Quick Summary
Executive Summary
San Silvestre School, an educational institution based in Peru, has been identified as a victim by the Krybit ransomware group. The listing was published on June 25, 2026, and discovered through SOCRadar’s Dark Web Monitoring service. While Krybit’s victimology is predominantly in Europe, San Silvestre represents one of their few Latin American targets. In the 60 days preceding this listing, Krybit claimed 28 other victims, frequently targeting the business services, public sector, and technology industries, with a concentration of victims in Germany, Austria, and Peru.
Technical Analysis
SOCRadar’s analysis of stealer-log telemetry revealed a significant exposure concerning the sansilvestre.edu.pe domain.
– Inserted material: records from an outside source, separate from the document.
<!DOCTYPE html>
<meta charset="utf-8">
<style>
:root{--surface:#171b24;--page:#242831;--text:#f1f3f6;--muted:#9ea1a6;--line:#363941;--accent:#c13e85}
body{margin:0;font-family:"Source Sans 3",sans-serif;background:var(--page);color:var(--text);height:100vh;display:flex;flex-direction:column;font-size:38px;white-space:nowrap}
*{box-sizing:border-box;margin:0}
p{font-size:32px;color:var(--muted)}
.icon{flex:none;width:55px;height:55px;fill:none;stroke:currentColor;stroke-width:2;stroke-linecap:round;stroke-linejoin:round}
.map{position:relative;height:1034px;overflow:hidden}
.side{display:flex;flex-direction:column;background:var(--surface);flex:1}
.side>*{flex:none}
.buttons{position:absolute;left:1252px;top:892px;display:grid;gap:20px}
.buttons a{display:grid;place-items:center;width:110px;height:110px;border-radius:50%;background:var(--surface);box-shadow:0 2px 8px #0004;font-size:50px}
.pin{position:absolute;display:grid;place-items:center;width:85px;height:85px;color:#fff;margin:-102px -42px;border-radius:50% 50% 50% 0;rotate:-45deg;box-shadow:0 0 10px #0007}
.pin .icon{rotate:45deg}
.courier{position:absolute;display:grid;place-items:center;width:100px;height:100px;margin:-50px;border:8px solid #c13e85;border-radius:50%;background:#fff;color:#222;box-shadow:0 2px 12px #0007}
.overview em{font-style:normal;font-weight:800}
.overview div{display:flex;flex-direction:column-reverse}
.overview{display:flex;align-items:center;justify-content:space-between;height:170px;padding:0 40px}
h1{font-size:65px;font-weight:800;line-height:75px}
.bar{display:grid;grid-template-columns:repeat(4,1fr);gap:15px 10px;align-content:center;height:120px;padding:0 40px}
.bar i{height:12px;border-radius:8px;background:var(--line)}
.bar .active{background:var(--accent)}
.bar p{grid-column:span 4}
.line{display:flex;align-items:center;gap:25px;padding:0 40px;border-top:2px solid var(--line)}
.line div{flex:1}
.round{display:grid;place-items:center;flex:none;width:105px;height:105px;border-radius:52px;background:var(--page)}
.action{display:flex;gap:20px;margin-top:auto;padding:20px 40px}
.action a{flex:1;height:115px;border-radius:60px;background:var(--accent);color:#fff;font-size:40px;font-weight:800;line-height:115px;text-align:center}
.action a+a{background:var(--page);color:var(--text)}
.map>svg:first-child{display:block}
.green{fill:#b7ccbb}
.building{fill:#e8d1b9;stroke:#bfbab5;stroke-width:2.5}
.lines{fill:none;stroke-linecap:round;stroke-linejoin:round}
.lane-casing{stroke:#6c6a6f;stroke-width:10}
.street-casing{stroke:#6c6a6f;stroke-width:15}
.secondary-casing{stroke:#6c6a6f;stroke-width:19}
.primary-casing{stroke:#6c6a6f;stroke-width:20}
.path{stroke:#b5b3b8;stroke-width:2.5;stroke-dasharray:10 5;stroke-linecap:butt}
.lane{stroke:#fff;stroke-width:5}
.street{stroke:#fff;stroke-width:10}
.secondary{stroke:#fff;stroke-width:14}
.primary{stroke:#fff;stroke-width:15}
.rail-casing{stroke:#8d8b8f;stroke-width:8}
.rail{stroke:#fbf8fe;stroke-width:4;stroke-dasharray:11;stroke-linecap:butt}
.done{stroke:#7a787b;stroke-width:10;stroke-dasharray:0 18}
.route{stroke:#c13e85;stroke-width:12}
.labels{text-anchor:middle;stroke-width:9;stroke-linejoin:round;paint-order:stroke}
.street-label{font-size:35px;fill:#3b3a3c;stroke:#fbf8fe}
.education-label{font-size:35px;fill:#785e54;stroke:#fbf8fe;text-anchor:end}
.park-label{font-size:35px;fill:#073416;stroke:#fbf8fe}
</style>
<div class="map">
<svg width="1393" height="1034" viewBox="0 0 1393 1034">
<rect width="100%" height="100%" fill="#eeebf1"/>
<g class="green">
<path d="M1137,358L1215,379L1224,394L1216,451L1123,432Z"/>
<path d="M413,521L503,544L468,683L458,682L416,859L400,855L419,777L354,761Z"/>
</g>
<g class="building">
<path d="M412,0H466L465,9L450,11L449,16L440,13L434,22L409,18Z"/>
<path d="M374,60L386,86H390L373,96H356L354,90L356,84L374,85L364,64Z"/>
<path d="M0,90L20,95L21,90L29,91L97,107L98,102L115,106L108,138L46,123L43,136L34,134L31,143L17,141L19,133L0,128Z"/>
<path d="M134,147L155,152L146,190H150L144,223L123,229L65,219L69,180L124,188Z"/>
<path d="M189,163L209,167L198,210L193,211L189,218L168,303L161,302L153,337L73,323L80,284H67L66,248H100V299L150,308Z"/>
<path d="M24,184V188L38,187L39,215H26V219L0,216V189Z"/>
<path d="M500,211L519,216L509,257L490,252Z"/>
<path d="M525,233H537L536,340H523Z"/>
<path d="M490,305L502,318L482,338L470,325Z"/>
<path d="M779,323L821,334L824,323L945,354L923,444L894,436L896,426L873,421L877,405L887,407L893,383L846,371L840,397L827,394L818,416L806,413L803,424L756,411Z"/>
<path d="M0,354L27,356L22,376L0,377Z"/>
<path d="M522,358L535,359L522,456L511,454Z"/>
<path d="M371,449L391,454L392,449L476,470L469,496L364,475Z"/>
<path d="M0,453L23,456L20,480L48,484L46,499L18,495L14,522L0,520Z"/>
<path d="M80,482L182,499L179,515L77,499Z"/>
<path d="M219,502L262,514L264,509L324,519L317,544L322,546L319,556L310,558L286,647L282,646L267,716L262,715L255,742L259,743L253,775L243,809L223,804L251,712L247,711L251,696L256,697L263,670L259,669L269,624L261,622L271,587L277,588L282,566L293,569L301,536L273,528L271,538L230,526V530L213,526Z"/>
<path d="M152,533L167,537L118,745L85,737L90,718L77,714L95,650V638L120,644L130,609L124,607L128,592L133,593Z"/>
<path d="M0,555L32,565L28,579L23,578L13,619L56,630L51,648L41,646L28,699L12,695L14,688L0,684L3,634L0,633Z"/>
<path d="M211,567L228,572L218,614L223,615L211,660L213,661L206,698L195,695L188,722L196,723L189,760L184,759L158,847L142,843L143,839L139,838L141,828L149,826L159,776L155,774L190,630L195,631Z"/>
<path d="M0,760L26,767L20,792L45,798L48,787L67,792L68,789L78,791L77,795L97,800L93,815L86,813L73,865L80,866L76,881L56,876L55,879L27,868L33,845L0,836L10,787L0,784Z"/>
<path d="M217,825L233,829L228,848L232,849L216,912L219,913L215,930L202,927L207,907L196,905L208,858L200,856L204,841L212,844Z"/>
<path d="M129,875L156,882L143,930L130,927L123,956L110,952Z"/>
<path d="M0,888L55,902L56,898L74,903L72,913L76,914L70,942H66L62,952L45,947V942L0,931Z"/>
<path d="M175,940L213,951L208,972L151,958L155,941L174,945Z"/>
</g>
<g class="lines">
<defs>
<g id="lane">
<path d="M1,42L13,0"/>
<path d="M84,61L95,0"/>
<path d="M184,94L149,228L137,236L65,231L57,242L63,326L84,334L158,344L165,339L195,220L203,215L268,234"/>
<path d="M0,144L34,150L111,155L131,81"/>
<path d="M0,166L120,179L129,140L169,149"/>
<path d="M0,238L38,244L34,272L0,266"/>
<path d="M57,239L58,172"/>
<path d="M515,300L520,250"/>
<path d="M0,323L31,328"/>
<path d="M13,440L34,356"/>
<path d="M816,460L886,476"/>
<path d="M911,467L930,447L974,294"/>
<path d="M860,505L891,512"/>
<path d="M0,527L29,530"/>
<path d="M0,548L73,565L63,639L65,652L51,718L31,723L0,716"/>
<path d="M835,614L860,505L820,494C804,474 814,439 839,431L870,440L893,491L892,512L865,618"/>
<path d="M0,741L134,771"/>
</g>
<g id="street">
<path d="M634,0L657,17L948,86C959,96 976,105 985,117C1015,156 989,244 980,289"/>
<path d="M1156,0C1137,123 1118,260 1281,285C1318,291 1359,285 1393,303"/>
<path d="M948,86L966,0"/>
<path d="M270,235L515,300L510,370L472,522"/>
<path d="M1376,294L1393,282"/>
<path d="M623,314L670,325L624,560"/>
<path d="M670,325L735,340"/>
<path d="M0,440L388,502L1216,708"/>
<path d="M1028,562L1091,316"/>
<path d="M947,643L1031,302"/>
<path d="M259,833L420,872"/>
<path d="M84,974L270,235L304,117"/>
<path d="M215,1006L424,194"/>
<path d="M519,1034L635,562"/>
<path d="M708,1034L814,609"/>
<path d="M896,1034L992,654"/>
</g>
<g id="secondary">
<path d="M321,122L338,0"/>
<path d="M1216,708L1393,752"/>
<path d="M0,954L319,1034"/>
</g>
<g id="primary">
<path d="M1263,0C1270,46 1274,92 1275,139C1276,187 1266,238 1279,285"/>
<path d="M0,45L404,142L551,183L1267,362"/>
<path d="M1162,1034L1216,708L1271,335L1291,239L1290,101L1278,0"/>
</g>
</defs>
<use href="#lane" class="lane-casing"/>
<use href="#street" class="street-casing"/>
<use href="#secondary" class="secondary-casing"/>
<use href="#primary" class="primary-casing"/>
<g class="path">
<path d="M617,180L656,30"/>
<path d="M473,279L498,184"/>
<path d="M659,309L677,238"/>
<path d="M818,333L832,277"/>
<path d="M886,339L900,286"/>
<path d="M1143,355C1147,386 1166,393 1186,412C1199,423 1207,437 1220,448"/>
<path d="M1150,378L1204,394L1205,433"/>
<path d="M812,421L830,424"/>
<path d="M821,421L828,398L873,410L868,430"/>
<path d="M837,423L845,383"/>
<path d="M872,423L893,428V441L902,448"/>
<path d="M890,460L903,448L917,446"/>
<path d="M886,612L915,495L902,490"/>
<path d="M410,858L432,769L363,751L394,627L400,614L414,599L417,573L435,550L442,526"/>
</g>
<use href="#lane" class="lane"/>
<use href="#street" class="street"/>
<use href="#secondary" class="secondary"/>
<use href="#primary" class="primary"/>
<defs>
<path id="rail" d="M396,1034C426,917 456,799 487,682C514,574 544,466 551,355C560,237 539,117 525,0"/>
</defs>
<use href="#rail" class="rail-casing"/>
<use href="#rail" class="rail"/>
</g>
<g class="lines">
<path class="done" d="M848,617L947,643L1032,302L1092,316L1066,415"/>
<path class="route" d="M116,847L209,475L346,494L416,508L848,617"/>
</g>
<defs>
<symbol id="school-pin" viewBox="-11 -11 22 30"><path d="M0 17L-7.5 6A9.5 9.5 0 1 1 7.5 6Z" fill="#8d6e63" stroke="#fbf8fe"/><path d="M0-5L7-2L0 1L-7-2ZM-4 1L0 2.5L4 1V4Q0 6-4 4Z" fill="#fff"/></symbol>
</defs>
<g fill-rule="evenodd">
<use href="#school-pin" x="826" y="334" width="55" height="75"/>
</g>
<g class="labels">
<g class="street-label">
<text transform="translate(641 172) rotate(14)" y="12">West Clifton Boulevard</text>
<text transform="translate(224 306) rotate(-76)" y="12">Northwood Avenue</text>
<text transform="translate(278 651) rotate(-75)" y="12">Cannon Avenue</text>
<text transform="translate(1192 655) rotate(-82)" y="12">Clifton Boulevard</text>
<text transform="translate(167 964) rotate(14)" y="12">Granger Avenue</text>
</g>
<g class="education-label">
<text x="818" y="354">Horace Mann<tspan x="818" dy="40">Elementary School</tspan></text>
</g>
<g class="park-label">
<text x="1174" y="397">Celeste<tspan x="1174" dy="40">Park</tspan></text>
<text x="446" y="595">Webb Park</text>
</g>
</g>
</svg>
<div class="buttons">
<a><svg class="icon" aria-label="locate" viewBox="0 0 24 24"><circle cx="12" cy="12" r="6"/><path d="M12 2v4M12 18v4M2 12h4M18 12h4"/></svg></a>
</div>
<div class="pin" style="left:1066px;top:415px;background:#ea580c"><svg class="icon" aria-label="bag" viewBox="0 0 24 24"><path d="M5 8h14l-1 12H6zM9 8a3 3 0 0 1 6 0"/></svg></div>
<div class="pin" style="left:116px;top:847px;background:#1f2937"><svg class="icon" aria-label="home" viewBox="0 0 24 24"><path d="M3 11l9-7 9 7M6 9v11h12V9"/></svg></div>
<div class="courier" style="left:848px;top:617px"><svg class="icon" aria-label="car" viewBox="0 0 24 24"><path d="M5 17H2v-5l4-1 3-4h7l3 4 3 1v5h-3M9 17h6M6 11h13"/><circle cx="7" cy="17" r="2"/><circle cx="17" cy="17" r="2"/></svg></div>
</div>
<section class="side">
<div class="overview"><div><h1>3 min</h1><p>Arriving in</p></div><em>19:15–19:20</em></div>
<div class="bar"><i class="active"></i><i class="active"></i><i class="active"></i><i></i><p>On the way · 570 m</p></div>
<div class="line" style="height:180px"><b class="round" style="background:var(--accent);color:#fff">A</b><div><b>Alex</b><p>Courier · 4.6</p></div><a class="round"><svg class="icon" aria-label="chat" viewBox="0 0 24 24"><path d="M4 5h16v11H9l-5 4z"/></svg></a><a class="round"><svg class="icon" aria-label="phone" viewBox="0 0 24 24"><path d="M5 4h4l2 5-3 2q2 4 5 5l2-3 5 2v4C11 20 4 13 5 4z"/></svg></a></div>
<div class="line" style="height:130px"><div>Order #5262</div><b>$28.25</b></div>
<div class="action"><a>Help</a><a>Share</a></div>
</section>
A data sample contained approximately twenty-five credential records from mid-May to late June 2026. This data included credentials for Google Workspace identity provider, internal infrastructure, corporate email accounts found on third-party services, network security appliance management interfaces, an Aruba ClearPass portal, and ERP login. These findings suggest a pattern of initial access often employed by ransomware groups like Krybit, where harvested credentials are used to gain entry into corporate networks and systems. The recommended defensive actions include immediate credential rotation, Multi-Factor Authentication enforcement on affected accounts, and isolation/reimaging of compromised workstations.